Analyze performance improvements.

In [None]:
import boto3
import pandas as pd

sm_client = boto3.client('sagemaker', region_name=region)

# Get training job details
job_details = sm_client.describe_training_job(TrainingJobName=training_job_name)

training_time = job_details['TrainingTimeInSeconds']
billable_time = job_details['BillableTimeInSeconds']

print(f"Training Time: {training_time/60:.1f} minutes")
print(f"Billable Time: {billable_time/60:.1f} minutes")
print(f"\nEstimated Cost:")
print(f"  ml.g5.12xlarge: ${(billable_time/3600) * 7.09:.2f}")

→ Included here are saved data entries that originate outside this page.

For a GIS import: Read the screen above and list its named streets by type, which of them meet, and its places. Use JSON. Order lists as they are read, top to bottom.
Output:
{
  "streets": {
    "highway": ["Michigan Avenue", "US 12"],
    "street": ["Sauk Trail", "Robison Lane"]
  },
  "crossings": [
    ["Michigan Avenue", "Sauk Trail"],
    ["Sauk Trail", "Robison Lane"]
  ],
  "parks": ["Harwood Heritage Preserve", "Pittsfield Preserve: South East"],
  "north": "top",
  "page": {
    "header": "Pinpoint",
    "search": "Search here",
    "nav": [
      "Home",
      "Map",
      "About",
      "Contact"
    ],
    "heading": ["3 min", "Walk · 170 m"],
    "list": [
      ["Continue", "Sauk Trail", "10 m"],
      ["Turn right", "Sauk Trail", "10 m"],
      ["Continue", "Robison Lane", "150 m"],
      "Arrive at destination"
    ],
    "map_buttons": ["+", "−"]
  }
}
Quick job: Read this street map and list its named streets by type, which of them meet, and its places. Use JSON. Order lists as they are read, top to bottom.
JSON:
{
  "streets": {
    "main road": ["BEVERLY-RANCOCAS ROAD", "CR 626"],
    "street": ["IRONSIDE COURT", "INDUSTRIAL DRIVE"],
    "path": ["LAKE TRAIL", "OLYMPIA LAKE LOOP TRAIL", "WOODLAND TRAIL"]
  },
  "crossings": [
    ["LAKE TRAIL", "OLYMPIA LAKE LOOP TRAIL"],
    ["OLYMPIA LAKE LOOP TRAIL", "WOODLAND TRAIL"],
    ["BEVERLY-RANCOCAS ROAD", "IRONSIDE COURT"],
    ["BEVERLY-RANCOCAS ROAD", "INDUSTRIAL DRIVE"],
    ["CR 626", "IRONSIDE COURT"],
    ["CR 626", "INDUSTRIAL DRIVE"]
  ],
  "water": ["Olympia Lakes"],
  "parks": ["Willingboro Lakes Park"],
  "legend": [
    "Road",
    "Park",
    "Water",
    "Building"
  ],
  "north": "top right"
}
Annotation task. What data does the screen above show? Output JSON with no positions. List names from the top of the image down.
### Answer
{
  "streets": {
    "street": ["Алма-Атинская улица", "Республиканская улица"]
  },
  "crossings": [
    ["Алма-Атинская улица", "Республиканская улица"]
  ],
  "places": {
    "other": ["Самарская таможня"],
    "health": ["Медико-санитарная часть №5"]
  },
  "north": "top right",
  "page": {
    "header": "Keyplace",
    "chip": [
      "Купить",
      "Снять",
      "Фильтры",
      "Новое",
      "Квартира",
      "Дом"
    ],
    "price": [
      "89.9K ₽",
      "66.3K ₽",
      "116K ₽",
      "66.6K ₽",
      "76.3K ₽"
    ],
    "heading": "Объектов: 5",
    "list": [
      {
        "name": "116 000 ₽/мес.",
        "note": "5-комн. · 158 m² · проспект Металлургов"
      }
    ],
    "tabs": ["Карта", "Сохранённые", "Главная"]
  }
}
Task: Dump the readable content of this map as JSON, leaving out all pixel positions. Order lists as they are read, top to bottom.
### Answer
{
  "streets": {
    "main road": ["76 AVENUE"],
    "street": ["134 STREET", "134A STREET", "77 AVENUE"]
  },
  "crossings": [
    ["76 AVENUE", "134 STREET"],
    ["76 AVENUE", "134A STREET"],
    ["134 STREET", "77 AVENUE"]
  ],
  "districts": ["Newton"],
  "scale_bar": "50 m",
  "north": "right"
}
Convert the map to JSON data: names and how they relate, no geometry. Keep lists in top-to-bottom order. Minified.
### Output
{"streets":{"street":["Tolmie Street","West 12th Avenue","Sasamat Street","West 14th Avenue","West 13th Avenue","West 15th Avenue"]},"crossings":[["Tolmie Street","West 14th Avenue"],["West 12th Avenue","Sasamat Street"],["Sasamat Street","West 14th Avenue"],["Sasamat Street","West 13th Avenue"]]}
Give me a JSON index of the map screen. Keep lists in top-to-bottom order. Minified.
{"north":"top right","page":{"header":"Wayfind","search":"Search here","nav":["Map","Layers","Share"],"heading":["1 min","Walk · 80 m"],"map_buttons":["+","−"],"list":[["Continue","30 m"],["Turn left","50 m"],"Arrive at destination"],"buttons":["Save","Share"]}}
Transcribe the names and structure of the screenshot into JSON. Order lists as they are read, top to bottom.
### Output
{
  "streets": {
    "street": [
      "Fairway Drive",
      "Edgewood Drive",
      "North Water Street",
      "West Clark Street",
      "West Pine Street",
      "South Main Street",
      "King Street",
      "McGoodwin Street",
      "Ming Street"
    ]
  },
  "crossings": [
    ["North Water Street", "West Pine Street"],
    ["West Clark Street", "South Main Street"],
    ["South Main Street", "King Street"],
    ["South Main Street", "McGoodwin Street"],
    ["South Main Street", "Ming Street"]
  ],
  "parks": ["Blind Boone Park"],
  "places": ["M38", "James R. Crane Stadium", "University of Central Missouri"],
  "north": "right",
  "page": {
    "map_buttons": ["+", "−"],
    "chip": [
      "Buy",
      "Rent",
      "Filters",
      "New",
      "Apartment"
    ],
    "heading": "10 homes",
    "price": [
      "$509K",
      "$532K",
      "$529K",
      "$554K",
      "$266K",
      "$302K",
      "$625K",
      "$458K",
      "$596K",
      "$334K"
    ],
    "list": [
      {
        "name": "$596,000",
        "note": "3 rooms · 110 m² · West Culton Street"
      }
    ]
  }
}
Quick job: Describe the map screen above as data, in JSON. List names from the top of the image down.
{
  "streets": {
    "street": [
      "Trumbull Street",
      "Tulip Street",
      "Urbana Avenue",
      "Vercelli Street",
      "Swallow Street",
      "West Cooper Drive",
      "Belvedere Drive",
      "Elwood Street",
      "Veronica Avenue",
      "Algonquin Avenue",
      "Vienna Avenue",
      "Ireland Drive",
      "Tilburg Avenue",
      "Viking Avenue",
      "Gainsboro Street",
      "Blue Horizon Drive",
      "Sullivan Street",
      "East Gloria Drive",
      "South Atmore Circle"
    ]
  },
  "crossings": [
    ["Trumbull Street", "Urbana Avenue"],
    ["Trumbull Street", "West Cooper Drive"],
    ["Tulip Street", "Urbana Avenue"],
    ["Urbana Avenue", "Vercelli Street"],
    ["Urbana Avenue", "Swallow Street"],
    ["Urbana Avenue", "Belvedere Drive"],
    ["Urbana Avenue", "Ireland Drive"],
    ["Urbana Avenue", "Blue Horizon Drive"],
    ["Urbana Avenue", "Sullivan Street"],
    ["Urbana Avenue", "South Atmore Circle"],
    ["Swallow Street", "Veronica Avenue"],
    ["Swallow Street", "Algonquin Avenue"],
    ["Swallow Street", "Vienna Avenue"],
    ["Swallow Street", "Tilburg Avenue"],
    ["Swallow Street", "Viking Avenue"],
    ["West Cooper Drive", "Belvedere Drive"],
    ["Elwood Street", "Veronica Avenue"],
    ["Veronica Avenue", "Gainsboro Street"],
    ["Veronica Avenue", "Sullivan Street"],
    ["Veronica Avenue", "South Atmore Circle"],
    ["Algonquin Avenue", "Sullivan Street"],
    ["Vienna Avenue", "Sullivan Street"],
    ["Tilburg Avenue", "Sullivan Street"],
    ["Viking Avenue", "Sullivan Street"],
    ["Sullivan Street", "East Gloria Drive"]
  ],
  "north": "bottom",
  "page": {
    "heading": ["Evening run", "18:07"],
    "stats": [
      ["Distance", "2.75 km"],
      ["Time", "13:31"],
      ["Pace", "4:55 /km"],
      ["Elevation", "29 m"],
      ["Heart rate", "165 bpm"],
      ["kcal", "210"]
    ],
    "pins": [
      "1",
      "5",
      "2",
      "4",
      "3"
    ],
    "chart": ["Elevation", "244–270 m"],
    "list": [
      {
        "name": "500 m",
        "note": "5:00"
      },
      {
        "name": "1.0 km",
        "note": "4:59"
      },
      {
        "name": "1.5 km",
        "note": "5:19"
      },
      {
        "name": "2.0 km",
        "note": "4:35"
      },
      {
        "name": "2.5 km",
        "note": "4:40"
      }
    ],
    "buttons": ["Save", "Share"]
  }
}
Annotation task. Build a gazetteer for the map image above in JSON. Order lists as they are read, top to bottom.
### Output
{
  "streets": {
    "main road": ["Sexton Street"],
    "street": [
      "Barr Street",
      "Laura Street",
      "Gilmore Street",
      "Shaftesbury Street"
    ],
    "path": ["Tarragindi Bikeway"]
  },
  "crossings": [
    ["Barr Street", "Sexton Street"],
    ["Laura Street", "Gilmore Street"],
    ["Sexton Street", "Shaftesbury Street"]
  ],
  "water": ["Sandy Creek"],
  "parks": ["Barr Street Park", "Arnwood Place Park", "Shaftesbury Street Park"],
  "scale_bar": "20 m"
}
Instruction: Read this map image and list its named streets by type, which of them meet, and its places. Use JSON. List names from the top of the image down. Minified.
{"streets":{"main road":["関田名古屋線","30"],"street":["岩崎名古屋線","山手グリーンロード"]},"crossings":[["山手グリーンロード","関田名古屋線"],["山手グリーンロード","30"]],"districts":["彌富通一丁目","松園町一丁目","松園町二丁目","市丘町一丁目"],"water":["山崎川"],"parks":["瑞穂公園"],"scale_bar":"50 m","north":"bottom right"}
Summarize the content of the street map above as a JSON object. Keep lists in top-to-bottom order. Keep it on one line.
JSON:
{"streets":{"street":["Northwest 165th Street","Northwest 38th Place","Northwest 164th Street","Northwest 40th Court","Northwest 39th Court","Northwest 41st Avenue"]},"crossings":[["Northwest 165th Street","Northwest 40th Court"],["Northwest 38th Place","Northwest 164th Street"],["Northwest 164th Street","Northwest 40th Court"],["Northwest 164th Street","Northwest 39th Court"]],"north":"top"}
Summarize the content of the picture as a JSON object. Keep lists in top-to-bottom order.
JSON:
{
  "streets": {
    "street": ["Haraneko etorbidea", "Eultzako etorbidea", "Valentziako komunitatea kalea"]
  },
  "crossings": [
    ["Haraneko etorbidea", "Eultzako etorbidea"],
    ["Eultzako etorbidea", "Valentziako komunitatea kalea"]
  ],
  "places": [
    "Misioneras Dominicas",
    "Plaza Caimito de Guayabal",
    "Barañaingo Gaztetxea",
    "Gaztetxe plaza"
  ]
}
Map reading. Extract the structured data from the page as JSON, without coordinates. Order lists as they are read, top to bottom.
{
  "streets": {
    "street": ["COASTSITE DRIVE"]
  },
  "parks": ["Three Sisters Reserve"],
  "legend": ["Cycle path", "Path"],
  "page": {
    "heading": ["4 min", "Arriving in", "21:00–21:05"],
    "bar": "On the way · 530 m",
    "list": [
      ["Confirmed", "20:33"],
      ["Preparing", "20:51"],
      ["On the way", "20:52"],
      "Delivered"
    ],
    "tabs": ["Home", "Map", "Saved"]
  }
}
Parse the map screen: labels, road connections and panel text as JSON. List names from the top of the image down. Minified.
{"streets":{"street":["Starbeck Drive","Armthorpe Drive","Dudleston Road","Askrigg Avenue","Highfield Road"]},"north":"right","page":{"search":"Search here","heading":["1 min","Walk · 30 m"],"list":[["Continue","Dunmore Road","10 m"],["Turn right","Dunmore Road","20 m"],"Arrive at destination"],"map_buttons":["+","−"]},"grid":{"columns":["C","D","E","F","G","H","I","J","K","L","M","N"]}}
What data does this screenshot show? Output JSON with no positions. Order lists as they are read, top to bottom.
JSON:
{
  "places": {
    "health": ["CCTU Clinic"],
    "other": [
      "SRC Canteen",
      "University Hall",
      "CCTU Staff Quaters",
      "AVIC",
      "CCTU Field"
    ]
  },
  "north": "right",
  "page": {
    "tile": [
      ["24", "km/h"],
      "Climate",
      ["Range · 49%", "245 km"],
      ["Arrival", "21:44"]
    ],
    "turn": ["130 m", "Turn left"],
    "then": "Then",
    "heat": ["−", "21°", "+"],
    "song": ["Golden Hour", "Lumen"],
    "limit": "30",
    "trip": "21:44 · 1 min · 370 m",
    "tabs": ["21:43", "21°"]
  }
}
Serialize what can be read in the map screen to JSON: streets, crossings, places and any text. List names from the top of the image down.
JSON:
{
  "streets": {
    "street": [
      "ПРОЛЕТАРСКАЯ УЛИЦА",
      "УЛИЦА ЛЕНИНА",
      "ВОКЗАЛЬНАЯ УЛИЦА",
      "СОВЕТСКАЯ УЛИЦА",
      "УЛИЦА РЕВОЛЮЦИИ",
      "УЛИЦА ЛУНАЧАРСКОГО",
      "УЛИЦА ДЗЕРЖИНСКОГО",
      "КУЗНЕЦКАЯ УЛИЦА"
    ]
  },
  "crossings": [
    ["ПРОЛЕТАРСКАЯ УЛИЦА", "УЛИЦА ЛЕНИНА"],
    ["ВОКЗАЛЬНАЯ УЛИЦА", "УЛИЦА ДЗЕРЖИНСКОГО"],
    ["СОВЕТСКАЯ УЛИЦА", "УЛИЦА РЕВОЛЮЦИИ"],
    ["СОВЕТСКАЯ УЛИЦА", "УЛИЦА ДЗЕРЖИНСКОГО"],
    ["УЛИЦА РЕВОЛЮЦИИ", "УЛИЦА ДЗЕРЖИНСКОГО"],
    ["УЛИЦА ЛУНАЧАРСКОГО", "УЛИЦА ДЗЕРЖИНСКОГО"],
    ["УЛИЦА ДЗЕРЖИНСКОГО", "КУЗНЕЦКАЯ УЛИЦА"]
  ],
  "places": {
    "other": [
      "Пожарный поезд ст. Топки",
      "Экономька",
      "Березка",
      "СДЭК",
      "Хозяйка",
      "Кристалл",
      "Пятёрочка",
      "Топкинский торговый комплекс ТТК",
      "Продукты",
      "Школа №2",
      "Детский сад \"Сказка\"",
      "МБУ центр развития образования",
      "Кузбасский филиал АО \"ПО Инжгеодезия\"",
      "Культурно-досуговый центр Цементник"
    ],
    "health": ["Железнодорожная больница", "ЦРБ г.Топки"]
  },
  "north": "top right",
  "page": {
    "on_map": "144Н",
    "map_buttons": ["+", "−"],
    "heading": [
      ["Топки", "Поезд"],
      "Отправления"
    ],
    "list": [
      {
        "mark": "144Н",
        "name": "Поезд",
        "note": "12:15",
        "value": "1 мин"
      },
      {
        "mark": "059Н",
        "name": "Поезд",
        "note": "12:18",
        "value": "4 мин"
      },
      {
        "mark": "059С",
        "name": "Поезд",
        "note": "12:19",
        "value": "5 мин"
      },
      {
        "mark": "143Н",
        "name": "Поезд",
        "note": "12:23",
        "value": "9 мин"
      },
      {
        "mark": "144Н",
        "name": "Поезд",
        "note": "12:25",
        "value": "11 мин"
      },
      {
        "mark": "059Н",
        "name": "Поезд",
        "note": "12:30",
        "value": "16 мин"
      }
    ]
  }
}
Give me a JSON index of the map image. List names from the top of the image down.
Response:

## Understanding FSDP Performance

### Memory Efficiency
```
Single GPU (24GB):  Model (20GB) + Batch (4GB) = OOM ❌
FSDP 4 GPUs:        Model (5GB/GPU) + Batch (4GB/GPU) = ✓
```

### Training Speed
- **Linear Scaling**: 4 GPUs ≈ 3.5x faster (90% efficiency)
- **Communication Overhead**: ~10-15% for FSDP
- **Optimal Batch Size**: 2-4 per GPU

### When to Use FSDP
✓ Model > 10GB  
✓ Need larger batch sizes  
✓ Training time > 1 hour  
✓ Budget allows multi-GPU instances  

## Key Takeaways

✓ **FSDP Benefits:**
- Train models that don't fit on single GPU
- 3-4x faster training with 4 GPUs
- Memory efficient for large models

✓ **Best Practices:**
- Start with 2-4 GPUs for cost efficiency
- Monitor GPU utilization (aim for >80%)
- Use gradient checkpointing for even larger models
- Enable mixed precision (FP16) for speed

✓ **Monitoring:**
- TensorBoard: Always available
- MLflow: Experiment tracking and model registry
- WandB: Real-time collaboration and visualization

## Next Steps

- **Lab 3**: Advanced experiment tracking with WandB
- Optimize hyperparameters with SageMaker Automatic Model Tuning
- Deploy model with SageMaker Inference

## Cost Comparison

| Instance | GPUs | Cost/Hour | 1hr Training |
|----------|------|-----------|-------------|
| ml.g5.xlarge | 1 | $1.41 | $1.41 |
| ml.g5.12xlarge | 4 | $7.09 | $7.09 |
| **Speedup** | **4x** | **5x cost** | **~2x cost** |

**Recommendation**: Use multi-GPU for production training, single GPU for prototyping.